Vingt ans après sa Mireille d’une incandescente fraîcheur qui vit les débuts de son élève Alice Belaidi – elle avait l’âge du rôle et un talent à brûler les planches et les écrans – avec Damien Rémy, Gérard Gelas a remis ses pas dans ceux de Mistral…
« Canto uno chato de Prouvenco », « Je chante une fille de Provence »… L’heure et demie qui commence avec cet incipit bien connu est une réussite. On plonge immédiatement dans l’univers de Mistral, ses parfums, ses couleurs, ses paysages ; par la seule magie des mots de Gelas, qui n’ont rien à envier à la poésie bouleversante de Mistral. Nicolas Dromard (Mistral lui-même) est un récitant plus vrai que nature, en « vagabond qui frappe à la porte de [sa] mémoire », les six autres acteurs ne déméritent pas, avec une mention spéciale pour François Santucci, un Vincent tout en nuances, et pour Fabien Rouman qui endosse, sans changer de costume et sans forcer son jeu, les trois prétendants, le berger Alàri, l’éleveur de cavales blanches, enfin le gardian Ourrias.
La mise en scène, minimaliste (un siège pour Mistral, et une botte de foin en fond de scène), concentre l’attention sur le déroulé de cette fulgurante tragédie d’amour, lumineuse et terrible. Les lumières, blanches, sublimes, de Marc Le Bouvier, sculptent avec élégance chaque tableau comme une œuvre d’art.
On retrouve avec bonheur les magnanarelles, la scène troublante de la cueillette des feuilles de mûrier, les parents, la chanson de Magali, le combat de Vincent et Ourrias – remarquable performance de François Santucci en acteur solo -, Taven, l’illumination de Mireille au cœur de la plaine de la Crau écrasée de soleil mordant, les saintes Maries toutes proches…

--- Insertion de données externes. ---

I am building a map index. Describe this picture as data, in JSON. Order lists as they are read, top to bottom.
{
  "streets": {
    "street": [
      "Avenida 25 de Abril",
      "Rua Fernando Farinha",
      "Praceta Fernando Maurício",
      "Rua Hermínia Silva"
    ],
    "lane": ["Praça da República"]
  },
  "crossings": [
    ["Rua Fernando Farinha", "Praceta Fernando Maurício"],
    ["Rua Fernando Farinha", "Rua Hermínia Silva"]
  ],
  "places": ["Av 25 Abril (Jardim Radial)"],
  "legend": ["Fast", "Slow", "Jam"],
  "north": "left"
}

Les scènes témoignent d’un choix judicieux, le découpage est juste et précis, le récit est concis, souvent nerveux, l’intrigue intelligemment réduite à son cœur brûlant. La musique de Philip Glass semble avoir été créée pour cette Mireio dont elle épouse finement tantôt l’intensité dramatique tantôt l’émotion contenue.

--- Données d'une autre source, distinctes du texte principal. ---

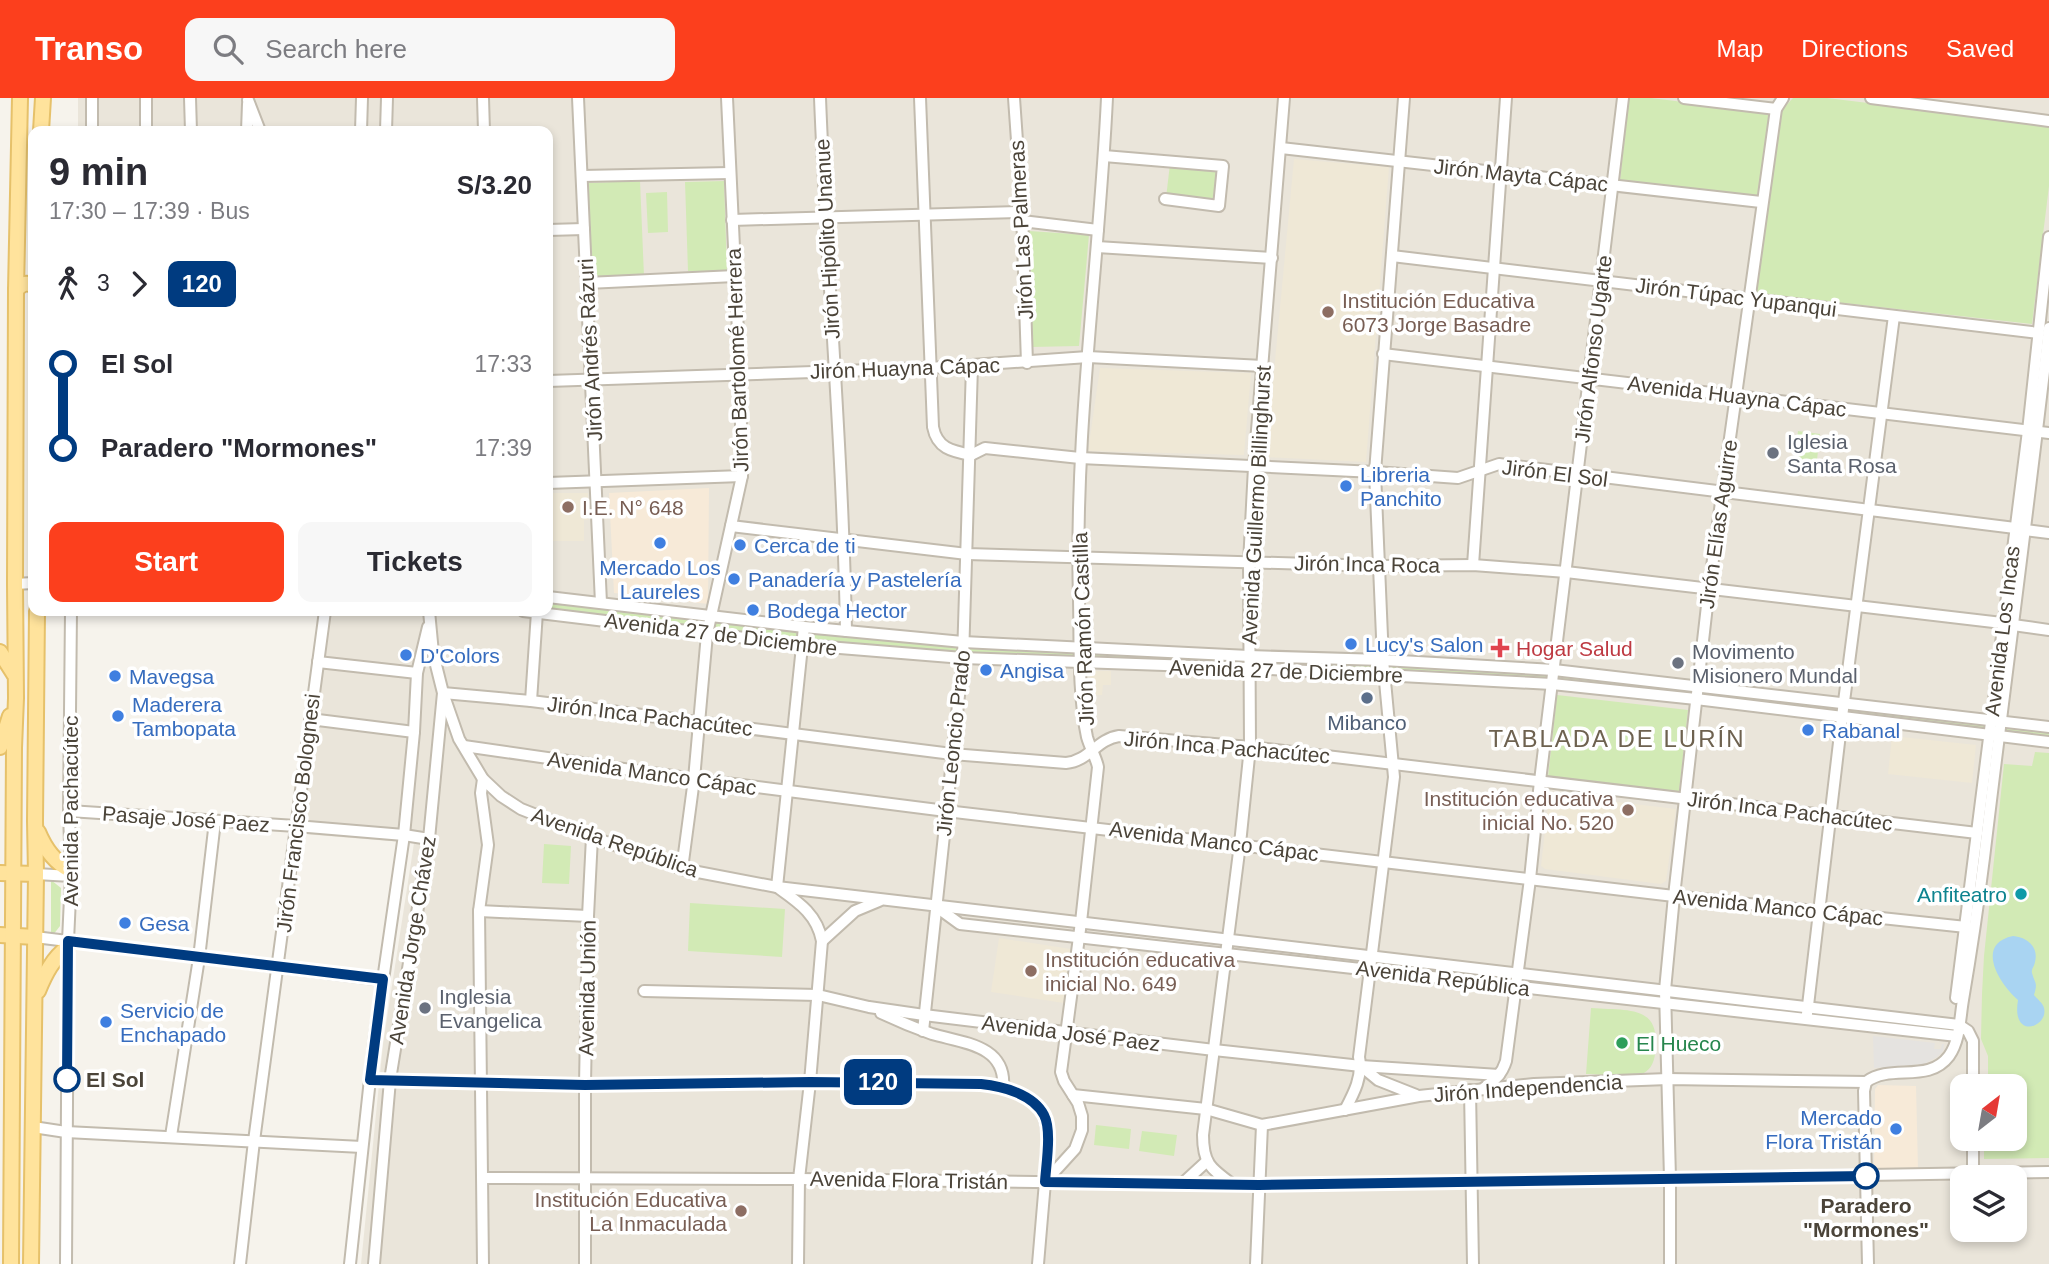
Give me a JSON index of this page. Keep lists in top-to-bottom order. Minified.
{"streets":{"main road":["Avenida Pachacútec"],"street":["Jirón Mayta Cápac","Jirón Las Palmeras","Jirón Hipólito Unanue","Jirón Túpac Yupanqui","Jirón Alfonso Ugarte","Jirón Andrés Rázuri","Jirón Bartolomé Herrera","Jirón Huayna Cápac","Avenida Huayna Cápac","Jirón El Sol","Avenida Guillermo Billinghurst","Jirón Elías Aguirre","Jirón Inca Roca","Jirón Ramón Castilla","Avenida Los Incas","Avenida 27 de Diciembre","Jirón Inca Pachacútec","Jirón Leoncio Prado","Avenida Manco Cápac","Jirón Francisco Bolognesi","Pasaje José Paez","Avenida República","Avenida Jorge Chávez","Avenida Unión","Avenida José Paez","Jirón Independencia","Avenida Flora Tristán"]},"crossings":[["Jirón Mayta Cápac","Jirón Alfonso Ugarte"],["Jirón Mayta Cápac","Avenida Guillermo Billinghurst"],["Jirón Mayta Cápac","Jirón Elías Aguirre"],["Jirón Las Palmeras","Jirón Huayna Cápac"],["Jirón Hipólito Unanue","Jirón Huayna Cápac"],["Jirón Hipólito Unanue","Jirón Inca Roca"],["Jirón Hipólito Unanue","Avenida 27 de Diciembre"],["Jirón Túpac Yupanqui","Jirón Alfonso Ugarte"],["Jirón Túpac Yupanqui","Jirón Elías Aguirre"],["Jirón Túpac Yupanqui","Avenida Los Incas"],["Jirón Alfonso Ugarte","Avenida Huayna Cápac"],["Jirón Alfonso Ugarte","Jirón El Sol"],["Jirón Alfonso Ugarte","Jirón Inca Roca"],["Jirón Alfonso Ugarte","Avenida 27 de Diciembre"],["Jirón Alfonso Ugarte","Jirón Inca Pachacútec"],["Jirón Alfonso Ugarte","Avenida Manco Cápac"],["Jirón Alfonso Ugarte","Avenida República"],["Jirón Alfonso Ugarte","Avenida José Paez"],["Jirón Andrés Rázuri","Jirón Huayna Cápac"],["Jirón Andrés Rázuri","Avenida 27 de Diciembre"],["Jirón Bartolomé Herrera","Jirón Huayna Cápac"],["Jirón Bartolomé Herrera","Jirón Inca Roca"],["Jirón Bartolomé Herrera","Avenida 27 de Diciembre"],["Jirón Bartolomé Herrera","Jirón Inca Pachacútec"],["Jirón Bartolomé Herrera","Avenida Manco Cápac"],["Jirón Bartolomé Herrera","Avenida República"],["Jirón Huayna Cápac","Avenida Guillermo Billinghurst"],["Jirón Huayna Cápac","Jirón Ramón Castilla"],["Jirón Huayna Cápac","Jirón Leoncio Prado"],["Avenida Huayna Cápac","Jirón Elías Aguirre"],["Avenida Huayna Cápac","Avenida Los Incas"],["Jirón El Sol","Avenida Guillermo Billinghurst"],["Jirón El Sol","Jirón Elías Aguirre"],["Jirón El Sol","Jirón Ramón Castilla"],["Jirón El Sol","Avenida Los Incas"],["Jirón El Sol","Jirón Leoncio Prado"],["Avenida Guillermo Billinghurst","Jirón Inca Roca"],["Avenida Guillermo Billinghurst","Avenida 27 de Diciembre"],["Avenida Guillermo Billinghurst","Jirón Inca Pachacútec"],["Avenida Guillermo Billinghurst","Avenida Manco Cápac"],["Avenida Guillermo Billinghurst","Avenida República"],["Avenida Guillermo Billinghurst","Avenida José Paez"],["Avenida Guillermo Billinghurst","Jirón Independencia"],["Jirón Elías Aguirre","Jirón Inca Roca"],["Jirón Elías Aguirre","Avenida 27 de Diciembre"],["Jirón Elías Aguirre","Jirón Inca Pachacútec"],["Jirón Elías Aguirre","Avenida Manco Cápac"],["Jirón Elías Aguirre","Avenida República"],["Jirón Elías Aguirre","Jirón Independencia"],["Jirón Elías Aguirre","Avenida Flora Tristán"],["Jirón Inca Roca","Jirón Ramón Castilla"],["Jirón Inca Roca","Avenida Los Incas"],["Jirón Inca Roca","Jirón Leoncio Prado"],["Jirón Ramón Castilla","Avenida 27 de Diciembre"],["Jirón Ramón Castilla","Jirón Inca Pachacútec"],["Jirón Ramón Castilla","Avenida Manco Cápac"],["Jirón Ramón Castilla","Avenida República"],["Jirón Ramón Castilla","Avenida José Paez"],["Jirón Ramón Castilla","Jirón Independencia"],["Jirón Ramón Castilla","Avenida Flora Tristán"],["Avenida Los Incas","Avenida 27 de Diciembre"],["Avenida Los Incas","Jirón Inca Pachacútec"],["Avenida Los Incas","Avenida Manco Cápac"],["Avenida Los Incas","Avenida República"],["Avenida Los Incas","Jirón Independencia"],["Avenida 27 de Diciembre","Jirón Leoncio Prado"],["Jirón Inca Pachacútec","Jirón Leoncio Prado"],["Jirón Inca Pachacútec","Avenida República"],["Jirón Inca Pachacútec","Avenida Jorge Chávez"],["Jirón Leoncio Prado","Avenida Manco Cápac"],["Jirón Leoncio Prado","Avenida República"],["Jirón Leoncio Prado","Avenida José Paez"],["Avenida Manco Cápac","Avenida República"],["Avenida Pachacútec","Pasaje José Paez"],["Jirón Francisco Bolognesi","Pasaje José Paez"],["Pasaje José Paez","Avenida Jorge Chávez"],["Avenida República","Avenida Jorge Chávez"],["Avenida República","Avenida Unión"],["Avenida República","Jirón Independencia"],["Avenida Unión","Avenida Flora Tristán"]],"districts":["TABLADA DE LURÍN"],"places":{"other":["Institución Educativa 6073 Jorge Basadre","Iglesia Santa Rosa","Libreria Panchito","I.E. N° 648","Mercado Los Laureles","Cerca de ti","Panadería y Pastelería","Bodega Hector","Lucy's Salon","D'Colors","Movimento Misionero Mundal","Angisa","Mavegsa","Mibanco","Maderera Tambopata","Rabanal","Institución educativa inicial No. 520","Anfiteatro","Gesa","Institución educativa inicial No. 649","Inglesia Evangelica","Servicio de Enchapado","El Hueco","El Sol","Mercado Flora Tristán","Paradero \"Mormones\"","Institución Educativa La Inmaculada"],"health":["Hogar Salud"]},"lines":["bus line 120"],"north":"top right","page":{"header":"Transo","search":"Search here","nav":["Map","Directions","Saved"],"on_map":"120","heading":["9 min","17:30 – 17:39 · Bus","S/3.20"],"legs":["3","120"],"list":[{"name":"El Sol","value":"17:33"},{"name":"Paradero \"Mormones\"","value":"17:39"}],"buttons":["Start","Tickets"]}}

Malgré quelques réserves de détail, l’ensemble néanmoins fait honneur à Mistral, que Lamartine dédicataire de l’œuvre appelait « l’Homère de la Provence ». On aimerait revoir ce beau « rêve » au Festival, mais il échappe – et c’est tant mieux ! – au format standard. Quant à l’auteur, appelé sur scène pour le salut final, visiblement très ému il a plaidé pour un soutien aux structures culturelles et artistiques si malmenées.
G.ad.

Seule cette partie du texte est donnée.